### Data extract

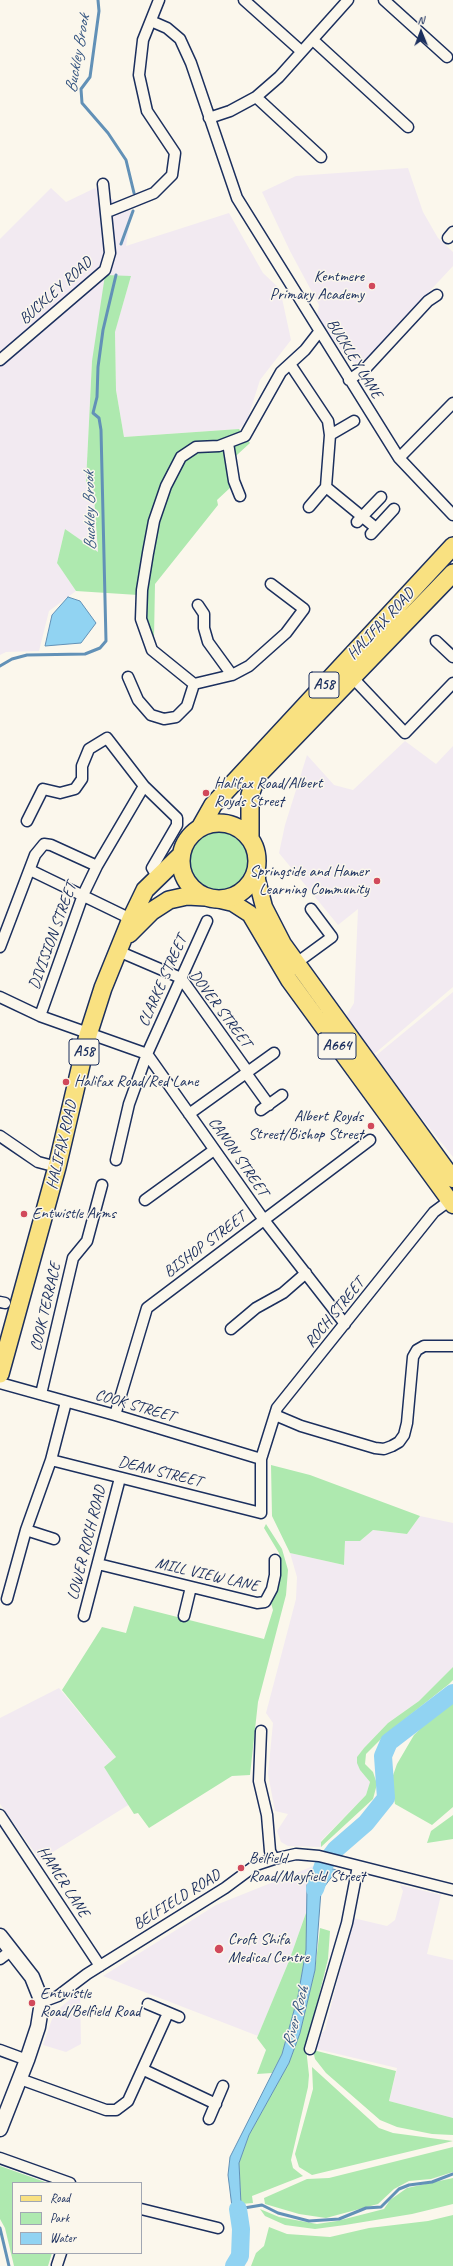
<!DOCTYPE html>
<style>
body{margin:0}
#map{position:relative;width:453px;height:2266px;overflow:hidden;background:#fbf7ec;font-family:Caveat,sans-serif}
canvas{display:block}
.legend{position:absolute;left:12px;top:2182px;width:130px;height:72px;box-sizing:border-box;background:#fbf7ec;border:1px solid #a1a7b3;margin:0;padding:5px 7px;list-style:none;font-size:12px;color:#1b2f5e}
.legend li{display:flex;align-items:center;gap:8px;height:20px}
.legend b{width:20px;border:1px solid #a1a7b3}
.north{position:absolute;left:401px;top:12px;width:40px;height:40px;-webkit-text-stroke:3px #fbf7ec;paint-order:stroke;rotate:359deg;font-size:11px;font-weight:700;line-height:16px;text-align:center;color:#1b2f5e}
.north::after{content:'';display:block;margin:auto;width:14px;height:18px;background:#1b2f5e;clip-path:polygon(50% 0,100% 100%,50% 72%,0 100%)}
</style>
<div id="map">
<canvas width="453" height="2266"></canvas>
<ul class="legend">
<li><b style="height:5px;background:#f9e181"></b>Road</li>
<li><b style="height:11px;background:#aee9af"></b>Park</li>
<li><b style="height:11px;background:#91d3f2"></b>Water</li>
</ul>
<div class="north">N</div>
</div>
<script>
const g = document.querySelector('canvas').getContext('2d');
g.lineJoin = 'round';
function fill(path, color) {
  g.fillStyle = color;
  g.fill(path, 'evenodd');
}
function poly(rows) {
  const path = new Path2D();
  for (const r of rows) {
    if (r.length === 3) {
      path.moveTo(r[0] + r[2], r[1]);
      path.arc(r[0], r[1], r[2], 0, 2 * Math.PI);
      continue;
    }
    path.moveTo(r[0], r[1]);
    for (let i = 2; i < r.length; i += 2) path.lineTo(r[i], r[i + 1]);
  }
  return path;
}
function trace(path, color, width, dash) {
  g.strokeStyle = color;
  g.lineWidth = width;
  g.lineCap = dash ? 'butt' : 'round';
  g.setLineDash(dash || []);
  g.stroke(path);
}
function drawText(font, color, halo, rows, align = 'center') {
  g.font = font + ' Caveat,sans-serif';
  g.lineWidth = 3;
  g.setLineDash([]);
  g.textBaseline = 'middle';
  g.strokeStyle = halo;
  g.fillStyle = color;
  for (const [text, x, y, turn = 0] of rows) {
    g.save();
    g.translate(x, y);
    g.rotate((+turn || 0) * Math.PI / 180);
    g.textAlign = isNaN(turn) ? turn : align;
    if (halo) g.strokeText(text, 0, 0);
    g.fillText(text, 0, 0);
    g.restore();
  }
}
fill(poly([
 [408,168,423,212,438,238,453,252,453,266,361,365,348,360,317,316,319,305,290,251,262,192,296,176],
 [51,188,66,202,95,188,131,211,126,246,229,213,263,273,280,289,291,340,260,380,247,421,239,429,124,437,116,390,115,331,131,276,92,361,86,482,93,483,98,553,65,529,57,563,76,591,49,611,39,651,6,652,0,655,0,239],
 [405,741,436,764,453,746,453,987,373,1055,345,1018,354,1003,358,909,338,925,279,853,285,825,307,755,334,785,353,790],
 [453,992,453,1157,373,1058],
 [420,1516,453,1523,453,1667,419,1701,388,1723,364,1748,357,1757,360,1770,370,1782,366,1795,321,1841,321,1847,288,1846,281,1842,277,1831,288,1814,275,1811,268,1774,273,1723,266,1713,296,1599,297,1577,290,1553,344,1565,345,1541,360,1541,373,1530,407,1534],
 [59,1688,116,1757,104,1767,130,1804,40,1860,0,1804,0,1718],
 [316,1865,307,1885,307,1910,289,1961,258,2036,103,1976,216,1905],
 [400,1885,441,1895,427,1954,453,1960,453,2118,389,2101,397,2068,308,2047,325,2030,353,1918,387,1926,395,1920,403,1891],
 [80,1991,81,2044,66,2052,43,2045,52,2019,61,2007]
]), '#f2eaf1');
fill(poly([
 [105,275,131,276,115,332,116,390,124,437,239,429,250,443,226,465,231,487,217,500,218,505,155,584,154,638,145,618,143,553,138,595,76,591,57,563,65,529,98,552,93,484,86,482,92,361],
 [220,861,31],
 [271,1465,310,1475,420,1516,407,1534,373,1530,360,1541,345,1541,344,1565,290,1553,272,1516],
 [266,1524,282,1549,288,1570,286,1595,258,1702,250,1775,232,1776,149,1828,138,1813,134,1814,104,1767,116,1757,62,1690,102,1627,126,1633,134,1606,264,1639,273,1610,271,1603,281,1562,279,1553,264,1528],
 [453,1667,453,1680,449,1684,386,1734,366,1754,365,1764,373,1772,377,1784,373,1799,321,1847,321,1842,366,1795,370,1782,360,1770,357,1763,357,1757,364,1748,388,1723,419,1701],
 [453,1701,453,1807,432,1825,395,1804,391,1781,397,1764,414,1735,432,1717],
 [453,1815,453,1839,427,1843,431,1831],
 [306,1913,308,1914,306,1950,298,1996,282,2054,272,2073,257,2074,266,2050,257,2038,289,1961],
 [320,1928,330,1931,328,1959,306,2048,309,2075,308,2087,291,2160,293,2168,303,2176,252,2196,253,2203,241,2204,239,2163,249,2135,289,2063,300,2033,315,1970],
 [313,2050,396,2071,389,2101,453,2118,453,2135,432,2134,397,2127,380,2120,326,2073,315,2059],
 [312,2067,379,2128,393,2133,453,2141,312,2175,299,2167,295,2154,313,2089],
 [453,2147,453,2172,431,2179,409,2181,394,2189,378,2204,326,2218,299,2214,265,2204,264,2198,307,2179,329,2178],
 [0,2166,48,2183,13,2183,13,2253,52,2253,48,2266,14,2266,5,2228,0,2219],
 [453,2178,453,2204,412,2214,345,2225,315,2229,285,2225,265,2216,260,2209,279,2217,317,2224,337,2221,384,2209,390,2200,407,2188],
 [453,2215,453,2266,251,2266,256,2253,264,2246,269,2227,287,2234,330,2237,369,2228,428,2221]
]), '#aee9af');
const water = poly([
 [68,597,80,601,96,623,81,643,45,646,52,615,68,597],
 [316,1865,337,1870,321,1891,315,1970,300,2033,289,2063,249,2135,239,2163,241,2204,246,2233,235,2231,228,2175,230,2157,282,2054,298,1996,306,1950,307,1885,316,1865],
 [236,2236,246,2238,240,2264,239,2266,226,2266,234,2253,236,2236]
]);
fill(water, '#91d3f2');
trace(water, '#6291b7', 1);
trace(poly([
 [98,0,99,11,90,77,81,89,82,103,108,133,126,160,134,193],
 [121,244,133,211],
 [0,666,12,659,27,655,85,654,100,648,106,641,101,430,99,418,93,413,97,397,98,367,103,330,116,275],
 [238,2209,262,2205,278,2213,309,2221,339,2219,366,2208,381,2207,399,2189,409,2185,432,2182,453,2174],
 [0,2228,9,2266]
]), '#6291b7', 3);
trace(poly([
 [315,1889,323,1866,336,1849,366,1823,386,1798,383,1756,389,1742,453,1693],
 [234,2266,240,2256,241,2229,238,2209]
]), '#91d3f2', 18);
const minor = poly([
 [244,0,301,51],
 [384,0,447,57],
 [151,21,167,28,180,39,191,63,237,198,399,458,453,515],
 [313,40,408,127],
 [256,97,321,157],
 [209,118,230,111,256,97,279,77,348,0],
 [107,212,154,193,172,175,175,153,147,111,139,75,143,40,159,0],
 [448,238,453,232],
 [0,360,105,270,110,253,103,184],
 [290,364,328,421,330,435,326,487,376,528],
 [349,380,366,368,428,301,437,295],
 [330,435,354,421],
 [228,443,234,481,240,496],
 [399,458,453,403],
 [309,507,326,487],
 [357,522,381,497],
 [371,534,394,509],
 [198,605,204,614,204,628,208,642,232,675],
 [436,641,453,657],
 [128,677,138,700,151,715,164,719,176,717,187,706,194,684],
 [352,677,405,733,453,683],
 [194,684,152,650,141,619,142,590,148,553,154,521,166,486,181,457,196,447,219,446,245,436,281,372,305,350,319,332],
 [194,684,232,675,249,666,286,633,304,609,271,584],
 [27,821,43,789,60,793,75,789,82,779,82,766,89,749,107,738,144,786,177,818,177,825,152,868,158,878],
 [30,870,131,919],
 [0,947,35,855,44,844,51,845,97,866],
 [118,951,181,978,248,1072],
 [295,964,332,937,311,909],
 [0,997,40,1016,147,1054,264,1220,345,1324],
 [40,1016,83,895,97,866,144,786],
 [246,1073,269,1105],
 [261,1110,282,1095],
 [189,1114,274,1053],
 [0,1136,38,1162,57,1167],
 [116,1160,129,1104,147,1054,207,921],
 [145,1200,214,1150],
 [0,1302,5,1303],
 [231,1329,256,1308,283,1293,306,1273],
 [0,1383,115,1415,261,1459],
 [41,1394,73,1258,87,1241,102,1185],
 [115,1415,147,1308,370,1140],
 [275,1415,301,1426,375,1448,384,1449,392,1446,399,1442,404,1435,407,1423,413,1357,417,1350,424,1346,453,1346],
 [51,1460,261,1513,261,1459,277,1408,434,1212,453,1198],
 [26,1530,54,1539],
 [98,1564,257,1603,265,1602,272,1589,275,1575,275,1560],
 [7,1599,26,1530,51,1460,66,1402],
 [84,1616,120,1478],
 [184,1616,191,1587],
 [261,1731,259,1781,267,1815,270,1851,274,1859],
 [0,1815,100,1966],
 [0,1959,12,1950],
 [42,2002,58,1996,87,1974,225,1888,256,1865,274,1859,296,1854,319,1856,453,1890],
 [148,2004,179,2017],
 [310,2049,347,1923,358,1866],
 [0,2050,27,2060],
 [144,2070,216,2104],
 [20,2079,106,2110,116,2110,128,2101,168,2013],
 [209,2119,223,2086],
 [0,2158,70,2183],
 [141,2209,218,2228],
 [57,2265,61,2253]
]);
const secondary = poly([
 [0,1936,32,1977,42,2002,38,2027,27,2060,0,2129]
]);
const primary = poly([
 [257,870,257,880,264,907,283,944,453,1179],
 [216,899,233,903,250,914,289,980,453,1205]
]);
const trunk = poly([
 [219,861,38],
 [200,828,213,805,453,546],
 [250,838,250,795,257,776,453,573],
 [129,934,152,911,169,900,187,896,205,897],
 [0,1374,57,1167,88,1035,103,988,131,919,145,890,181,855]
]);
trace(minor, '#1b2f5e', 13);
trace(secondary, '#1b2f5e', 17);
trace(primary, '#1b2f5e', 19);
trace(trunk, '#1b2f5e', 20);
trace(minor, '#fbf7ec', 10);
trace(secondary, '#fbf7ec', 14);
trace(primary, '#f9e181', 16);
trace(trunk, '#f9e181', 17);
for (const [x, y, r, color] of [
 [372,286,4,"#d1495b"],
 [206,793,4,"#d1495b"],
 [377,881,4,"#d1495b"],
 [66,1082,4,"#d1495b"],
 [371,1126,4,"#d1495b"],
 [24,1214,4,"#d1495b"],
 [241,1868,4,"#d1495b"],
 [219,1949,5,"#d1495b"],
 [32,2003,4,"#d1495b"]
]) {
  const dot = new Path2D();
  dot.arc(x, y, r, 0, 2 * Math.PI);
  g.fillStyle = color;
  g.fill(dot);
  trace(dot, '#fbf7ec', 1.5);
}
for (const [x, y, w] of [
 [324,685,30],
 [337,1046,38],
 [84,1052,30]
]) {
  const box = new Path2D();
  box.roundRect(x - w / 2, y - 13, w, 26, 3);
  g.fillStyle = '#fbf7ec';
  g.fill(box);
  trace(box, '#1b2f5e', 1);
}
drawText('bold 15px', '#1b2f5e', null, [
 ["A58",324,685],
 ["A664",337,1046],
 ["A58",84,1052]
]);
drawText('16px', '#1b2f5e', '#fbf7ec', [
 ["Kentmere",364,277,"right"],
 ["Primary Academy",364,295,"right"],
 ["Halifax Road/Albert",214,784],
 ["Royds Street",214,802],
 ["Springside and Hamer",369,872,"right"],
 ["Learning Community",369,890,"right"],
 ["Halifax Road/Red Lane",74,1082],
 ["Albert Royds",363,1117,"right"],
 ["Street/Bishop Street",363,1135,"right"],
 ["Entwistle Arms",32,1214],
 ["Belfield",249,1859],
 ["Road/Mayfield Street",249,1877],
 ["Croft Shifa",228,1940],
 ["Medical Centre",228,1958],
 ["Entwistle",40,1994],
 ["Road/Belfield Road",40,2012]
], 'left');
drawText('16px', '#1b2f5e', '#fbf7ec', [
 ["BUCKLEY ROAD",56,291,-42],
 ["BUCKLEY LANE",354,359,58],
 ["HALIFAX ROAD",381,624,-47],
 ["DIVISION STREET",53,936,-70],
 ["CLARKE STREET",163,981,-66],
 ["DOVER STREET",220,1009,53],
 ["HALIFAX ROAD",62,1145,-77],
 ["CANON STREET",238,1157,55],
 ["BISHOP STREET",205,1245,-37],
 ["COOK TERRACE",46,1307,-77],
 ["ROCH STREET",335,1313,-51],
 ["COOK STREET",135,1406,16],
 ["DEAN STREET",160,1472,14],
 ["LOWER ROCH ROAD",87,1543,-76],
 ["MILL VIEW LANE",207,1575,13],
 ["HAMER LANE",63,1882,57],
 ["BELFIELD ROAD",177,1900,-32]
]);
drawText('italic 17px', '#385883', '#fbf7ec', [
 ["Buckley Brook",78,54,-80],
 ["Buckley Brook",90,511,-91],
 ["River Roch",296,2017,-75]
]);
</script>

######

Leave out the pictures and restate, word for word, the lines from the top of the data through the line containing "for (const r", both included.

<!DOCTYPE html>
<style>
body{margin:0}
#map{position:relative;width:453px;height:2266px;overflow:hidden;background:#fbf7ec;font-family:Caveat,sans-serif}
canvas{display:block}
.legend{position:absolute;left:12px;top:2182px;width:130px;height:72px;box-sizing:border-box;background:#fbf7ec;border:1px solid #a1a7b3;margin:0;padding:5px 7px;list-style:none;font-size:12px;color:#1b2f5e}
.legend li{display:flex;align-items:center;gap:8px;height:20px}
.legend b{width:20px;border:1px solid #a1a7b3}
.north{position:absolute;left:401px;top:12px;width:40px;height:40px;-webkit-text-stroke:3px #fbf7ec;paint-order:stroke;rotate:359deg;font-size:11px;font-weight:700;line-height:16px;text-align:center;color:#1b2f5e}
.north::after{content:'';display:block;margin:auto;width:14px;height:18px;background:#1b2f5e;clip-path:polygon(50% 0,100% 100%,50% 72%,0 100%)}
</style>
<div id="map">
<canvas width="453" height="2266"></canvas>
<ul class="legend">
<li><b style="height:5px;background:#f9e181"></b>Road</li>
<li><b style="height:11px;background:#aee9af"></b>Park</li>
<li><b style="height:11px;background:#91d3f2"></b>Water</li>
</ul>
<div class="north">N</div>
</div>
<script>
const g = document.querySelector('canvas').getContext('2d');
g.lineJoin = 'round';
function fill(path, color) {
  g.fillStyle = color;
  g.fill(path, 'evenodd');
}
function poly(rows) {
  const path = new Path2D();
  for (const r of rows) {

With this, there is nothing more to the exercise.